Alongside Icelander pal Olafur Arnalds and Americans Peter Broderick and Nico Muhly - all born in the 1980s - Frahm is a leading light in a new generation of neo-classical artists bridging tradition and experimentation, working with one another and also producing work in the electronic/rock arena.

Last year, Muhly joined singer-songwriter Sufjan Stevens and Bryce Dessner of the Grammy-winning Brooklyn rock band The National on an album inspired by the solar system, and Broderick once played in the Danish indie folk-rock collective Efterklang.

Frahm's All Melody exemplifies the traits of this resurgence: a deliciously geeky discipline; an open-ness to the possibilities of sound across surfaces and venues; and the way music is democratised, with the line between high and pop culture eviscerated.

The album was recorded in Saal 3, a studio space in the Funkhaus, a refurbished 1950s east Berlin broadcast centre, where he has sequestered himself for two years.

Nils Frahm spent two years recording All Melody in the Saal 3 studio in Berlin.
PHOTO: ERASED TAPES

Filtering sounds from retro synthesisers and equipment through reverb chambers and then back to the control room, the results are indeed all-encompassing, a 75-minute-long love letter to pure acoustics.

"In London, or New York, there's always a sound, wherever you are… That's a part of Germany: the desire for quietness," he said in a recent interview. "Why a lot of people like Berlin so much is that they love the acoustics of it."

Aptly said. Silences and pauses are as significant as jazzy caresses across ivories in deceptively placid tracks such as My Friend The Forest and Forever Changeless.

It's a gentle stirring of senses, a tactile awakening where everything old is new again.

The feeling is akin to watching Terence Davies' 1992 film The Long Day Closes, one of the greatest odes to memory and childhood, where scenes bleed into one another.

Likewise, one espies the shuffling of feet and the wordless vocalese of the choir Shards in the opening track, The Whole Universe Wants To Be Touched.

It's a cinema of the mind, where one fills in the plot and characters.

Sunson takes you from churchy organ to techno club, seamlessly melding the sacred and the secular.

It's shored up by a bass marimba with Andean pan pipes in the background.

The peripatetic spirit continues in the sci-fi-sounding theme #2, pivoted on an industrial chug, subterranean chimes burping onto the surface.

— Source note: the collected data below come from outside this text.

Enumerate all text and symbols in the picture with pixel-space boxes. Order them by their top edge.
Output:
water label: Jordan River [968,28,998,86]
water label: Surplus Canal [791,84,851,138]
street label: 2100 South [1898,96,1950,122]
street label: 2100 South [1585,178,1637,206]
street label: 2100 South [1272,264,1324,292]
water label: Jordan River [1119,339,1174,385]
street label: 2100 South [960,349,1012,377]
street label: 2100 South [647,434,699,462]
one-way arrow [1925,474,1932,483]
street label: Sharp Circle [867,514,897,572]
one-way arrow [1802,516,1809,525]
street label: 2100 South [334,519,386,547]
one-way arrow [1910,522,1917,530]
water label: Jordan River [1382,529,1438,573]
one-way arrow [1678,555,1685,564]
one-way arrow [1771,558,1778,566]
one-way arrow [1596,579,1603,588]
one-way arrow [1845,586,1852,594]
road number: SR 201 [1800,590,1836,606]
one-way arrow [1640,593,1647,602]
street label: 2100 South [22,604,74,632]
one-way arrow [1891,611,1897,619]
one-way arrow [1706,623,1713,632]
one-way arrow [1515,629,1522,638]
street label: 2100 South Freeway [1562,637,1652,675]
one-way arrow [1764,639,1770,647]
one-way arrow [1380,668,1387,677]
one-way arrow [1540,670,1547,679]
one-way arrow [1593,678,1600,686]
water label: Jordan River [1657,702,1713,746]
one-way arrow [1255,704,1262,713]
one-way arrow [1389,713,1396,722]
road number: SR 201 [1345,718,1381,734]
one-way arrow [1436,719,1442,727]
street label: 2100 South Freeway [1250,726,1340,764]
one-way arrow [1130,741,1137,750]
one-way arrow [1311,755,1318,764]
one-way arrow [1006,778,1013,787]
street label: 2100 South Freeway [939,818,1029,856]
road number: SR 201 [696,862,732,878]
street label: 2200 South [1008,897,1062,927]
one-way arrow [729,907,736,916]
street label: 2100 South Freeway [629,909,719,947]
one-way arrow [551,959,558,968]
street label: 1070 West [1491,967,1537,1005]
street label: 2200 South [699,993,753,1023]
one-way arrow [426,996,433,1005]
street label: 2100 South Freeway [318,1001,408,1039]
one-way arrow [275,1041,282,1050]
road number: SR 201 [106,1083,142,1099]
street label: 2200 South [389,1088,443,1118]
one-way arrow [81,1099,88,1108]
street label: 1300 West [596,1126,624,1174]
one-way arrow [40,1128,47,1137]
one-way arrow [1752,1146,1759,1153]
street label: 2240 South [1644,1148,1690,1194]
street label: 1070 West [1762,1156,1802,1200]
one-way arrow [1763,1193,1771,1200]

The magisterial Kaleidoscope does sound like it could have been on the soundtrack for the recent reboot of Blade Runner.

Channelling Vangelis and Hans Zimmer, it is an incremental wonder of oscillating organ and synth-blips as a choir rises over the horizon. What do you see? Are we back to the future? The answer is inside you.

• Nils Frahm performs at the Esplanade Concert Hall on May 18 at 7.30pm. Tickets from $45 (excluding Sistic booking fee) go on sale from Feb 12. Go to Esplanade.com and all Sistic authorised agents.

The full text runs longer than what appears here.